**WHAT YOU WILL DO:**
Determine how many lines below hold the string "shaded". Reply with the number alone.
-- EXTRACTED INFORMATION follows --
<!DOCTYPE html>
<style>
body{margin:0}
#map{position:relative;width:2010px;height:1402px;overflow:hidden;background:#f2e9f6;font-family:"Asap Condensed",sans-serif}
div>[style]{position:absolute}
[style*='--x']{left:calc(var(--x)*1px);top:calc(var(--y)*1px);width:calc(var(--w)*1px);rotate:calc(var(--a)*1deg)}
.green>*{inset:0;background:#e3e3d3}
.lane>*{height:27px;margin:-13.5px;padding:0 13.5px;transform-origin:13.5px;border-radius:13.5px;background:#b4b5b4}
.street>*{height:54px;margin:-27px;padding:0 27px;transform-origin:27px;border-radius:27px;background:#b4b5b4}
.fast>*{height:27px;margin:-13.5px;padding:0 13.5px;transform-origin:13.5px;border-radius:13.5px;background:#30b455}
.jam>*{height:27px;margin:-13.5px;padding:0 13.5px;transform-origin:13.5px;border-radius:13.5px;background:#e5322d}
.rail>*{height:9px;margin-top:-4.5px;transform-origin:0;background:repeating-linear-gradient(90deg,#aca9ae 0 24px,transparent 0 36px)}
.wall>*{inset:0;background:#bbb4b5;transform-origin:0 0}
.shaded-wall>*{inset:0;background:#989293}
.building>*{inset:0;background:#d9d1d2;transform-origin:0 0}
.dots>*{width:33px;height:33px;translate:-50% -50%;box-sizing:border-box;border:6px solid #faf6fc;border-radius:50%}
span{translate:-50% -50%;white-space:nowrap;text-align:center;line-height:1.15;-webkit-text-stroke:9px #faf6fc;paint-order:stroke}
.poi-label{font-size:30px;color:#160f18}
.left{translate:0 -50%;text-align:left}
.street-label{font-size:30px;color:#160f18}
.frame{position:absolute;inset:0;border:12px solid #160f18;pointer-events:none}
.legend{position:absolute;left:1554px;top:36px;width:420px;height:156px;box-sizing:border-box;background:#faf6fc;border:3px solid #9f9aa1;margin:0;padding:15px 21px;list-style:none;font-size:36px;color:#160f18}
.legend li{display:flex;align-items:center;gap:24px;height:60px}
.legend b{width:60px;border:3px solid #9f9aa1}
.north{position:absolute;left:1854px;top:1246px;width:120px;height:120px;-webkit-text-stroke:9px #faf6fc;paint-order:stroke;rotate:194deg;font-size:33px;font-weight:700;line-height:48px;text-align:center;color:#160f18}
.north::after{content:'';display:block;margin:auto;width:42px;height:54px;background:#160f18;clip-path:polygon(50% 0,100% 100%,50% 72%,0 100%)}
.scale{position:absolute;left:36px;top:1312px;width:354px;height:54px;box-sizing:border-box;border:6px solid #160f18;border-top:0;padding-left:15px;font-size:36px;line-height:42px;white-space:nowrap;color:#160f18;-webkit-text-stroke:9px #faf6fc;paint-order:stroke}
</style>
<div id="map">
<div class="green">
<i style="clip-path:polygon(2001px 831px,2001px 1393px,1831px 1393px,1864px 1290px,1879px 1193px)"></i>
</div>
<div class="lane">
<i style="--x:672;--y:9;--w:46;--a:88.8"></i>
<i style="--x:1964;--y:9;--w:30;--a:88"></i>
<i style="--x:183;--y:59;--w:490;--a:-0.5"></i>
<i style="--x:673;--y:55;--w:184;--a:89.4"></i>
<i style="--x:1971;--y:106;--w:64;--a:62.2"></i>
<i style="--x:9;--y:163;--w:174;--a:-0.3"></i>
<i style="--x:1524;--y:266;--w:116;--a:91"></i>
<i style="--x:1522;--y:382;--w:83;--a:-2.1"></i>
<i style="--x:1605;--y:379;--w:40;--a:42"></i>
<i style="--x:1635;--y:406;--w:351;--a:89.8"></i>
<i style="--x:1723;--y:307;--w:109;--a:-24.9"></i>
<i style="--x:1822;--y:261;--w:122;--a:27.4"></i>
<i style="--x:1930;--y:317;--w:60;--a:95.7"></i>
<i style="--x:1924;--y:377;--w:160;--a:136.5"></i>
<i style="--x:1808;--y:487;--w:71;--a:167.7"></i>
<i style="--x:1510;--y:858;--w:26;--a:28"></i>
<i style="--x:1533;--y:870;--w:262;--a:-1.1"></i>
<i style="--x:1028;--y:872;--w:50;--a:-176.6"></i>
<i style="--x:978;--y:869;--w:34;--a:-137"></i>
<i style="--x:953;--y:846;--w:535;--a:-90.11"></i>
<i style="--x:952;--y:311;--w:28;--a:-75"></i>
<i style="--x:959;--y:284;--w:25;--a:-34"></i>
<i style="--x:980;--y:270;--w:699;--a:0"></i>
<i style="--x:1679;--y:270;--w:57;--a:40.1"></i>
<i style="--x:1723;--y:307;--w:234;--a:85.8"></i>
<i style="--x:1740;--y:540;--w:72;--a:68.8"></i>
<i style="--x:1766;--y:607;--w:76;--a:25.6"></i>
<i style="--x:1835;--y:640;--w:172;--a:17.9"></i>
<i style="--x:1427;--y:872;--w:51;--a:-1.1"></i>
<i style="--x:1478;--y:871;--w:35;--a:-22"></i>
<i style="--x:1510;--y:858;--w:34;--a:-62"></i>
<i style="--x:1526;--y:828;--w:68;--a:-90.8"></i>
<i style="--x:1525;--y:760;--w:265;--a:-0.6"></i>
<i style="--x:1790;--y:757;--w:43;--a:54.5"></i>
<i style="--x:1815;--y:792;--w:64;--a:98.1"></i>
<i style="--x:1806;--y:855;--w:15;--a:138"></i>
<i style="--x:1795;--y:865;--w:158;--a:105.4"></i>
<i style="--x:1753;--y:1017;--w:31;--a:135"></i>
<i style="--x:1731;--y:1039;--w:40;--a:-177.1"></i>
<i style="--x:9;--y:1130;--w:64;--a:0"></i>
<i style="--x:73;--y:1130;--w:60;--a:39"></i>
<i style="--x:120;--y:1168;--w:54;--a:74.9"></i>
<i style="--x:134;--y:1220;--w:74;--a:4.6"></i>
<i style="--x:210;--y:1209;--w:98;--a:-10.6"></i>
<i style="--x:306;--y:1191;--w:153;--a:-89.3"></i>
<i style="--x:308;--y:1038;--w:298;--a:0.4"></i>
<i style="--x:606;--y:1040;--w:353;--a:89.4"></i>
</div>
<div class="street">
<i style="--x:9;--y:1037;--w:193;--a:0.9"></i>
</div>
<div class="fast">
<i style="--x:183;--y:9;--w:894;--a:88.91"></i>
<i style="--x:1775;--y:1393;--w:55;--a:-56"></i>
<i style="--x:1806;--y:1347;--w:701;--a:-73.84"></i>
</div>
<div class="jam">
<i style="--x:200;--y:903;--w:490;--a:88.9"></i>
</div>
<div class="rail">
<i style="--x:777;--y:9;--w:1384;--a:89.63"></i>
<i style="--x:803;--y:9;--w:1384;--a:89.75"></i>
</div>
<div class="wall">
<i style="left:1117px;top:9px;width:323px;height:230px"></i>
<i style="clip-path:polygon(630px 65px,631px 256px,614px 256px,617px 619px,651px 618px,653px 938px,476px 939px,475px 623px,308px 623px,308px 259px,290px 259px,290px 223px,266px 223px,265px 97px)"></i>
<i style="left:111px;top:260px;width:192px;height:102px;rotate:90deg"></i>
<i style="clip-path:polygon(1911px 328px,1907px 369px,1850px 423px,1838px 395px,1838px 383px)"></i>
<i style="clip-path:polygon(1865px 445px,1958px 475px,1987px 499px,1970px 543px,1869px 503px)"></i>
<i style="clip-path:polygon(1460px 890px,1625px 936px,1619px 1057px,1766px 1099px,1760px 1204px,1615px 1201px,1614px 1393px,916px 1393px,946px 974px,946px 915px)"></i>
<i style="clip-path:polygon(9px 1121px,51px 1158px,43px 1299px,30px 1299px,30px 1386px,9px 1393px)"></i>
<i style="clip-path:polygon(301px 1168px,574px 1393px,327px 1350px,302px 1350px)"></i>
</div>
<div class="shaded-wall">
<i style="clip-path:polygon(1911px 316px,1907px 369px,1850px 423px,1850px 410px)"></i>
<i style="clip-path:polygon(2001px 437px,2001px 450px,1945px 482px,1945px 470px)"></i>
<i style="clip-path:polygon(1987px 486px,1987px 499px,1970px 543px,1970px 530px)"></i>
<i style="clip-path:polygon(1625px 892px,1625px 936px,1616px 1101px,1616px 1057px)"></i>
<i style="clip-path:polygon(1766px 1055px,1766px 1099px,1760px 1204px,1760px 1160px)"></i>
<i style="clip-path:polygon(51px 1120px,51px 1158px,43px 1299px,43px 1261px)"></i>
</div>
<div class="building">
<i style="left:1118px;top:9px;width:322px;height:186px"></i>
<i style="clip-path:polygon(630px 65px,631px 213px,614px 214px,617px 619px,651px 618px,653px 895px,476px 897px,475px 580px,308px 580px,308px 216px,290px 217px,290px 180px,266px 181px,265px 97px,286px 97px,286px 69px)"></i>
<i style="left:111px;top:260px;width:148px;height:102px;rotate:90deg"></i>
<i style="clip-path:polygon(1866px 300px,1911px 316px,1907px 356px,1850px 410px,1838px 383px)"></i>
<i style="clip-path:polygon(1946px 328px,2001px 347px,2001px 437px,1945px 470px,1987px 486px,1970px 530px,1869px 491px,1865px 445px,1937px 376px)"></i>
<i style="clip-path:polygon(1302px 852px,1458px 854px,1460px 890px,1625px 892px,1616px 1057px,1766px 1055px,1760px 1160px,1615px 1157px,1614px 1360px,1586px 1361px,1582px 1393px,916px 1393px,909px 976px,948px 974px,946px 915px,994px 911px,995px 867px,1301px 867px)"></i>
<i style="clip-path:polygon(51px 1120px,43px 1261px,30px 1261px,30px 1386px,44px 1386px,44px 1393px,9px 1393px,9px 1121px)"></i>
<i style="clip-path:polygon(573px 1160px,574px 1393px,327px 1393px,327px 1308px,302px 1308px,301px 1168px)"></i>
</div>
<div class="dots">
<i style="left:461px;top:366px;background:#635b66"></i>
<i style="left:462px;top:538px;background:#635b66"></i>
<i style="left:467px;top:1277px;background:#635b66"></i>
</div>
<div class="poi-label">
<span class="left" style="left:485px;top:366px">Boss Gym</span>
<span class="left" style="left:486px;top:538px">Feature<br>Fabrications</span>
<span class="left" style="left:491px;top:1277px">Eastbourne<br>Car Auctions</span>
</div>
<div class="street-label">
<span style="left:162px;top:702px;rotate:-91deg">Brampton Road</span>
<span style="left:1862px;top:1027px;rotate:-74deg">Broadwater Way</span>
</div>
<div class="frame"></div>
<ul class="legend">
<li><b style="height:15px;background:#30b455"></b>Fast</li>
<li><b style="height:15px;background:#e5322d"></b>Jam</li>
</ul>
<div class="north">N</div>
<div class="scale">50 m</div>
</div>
-- EXTRACTED INFORMATION concluded --
**SOLUTION TO THIS PROBLEM:**
2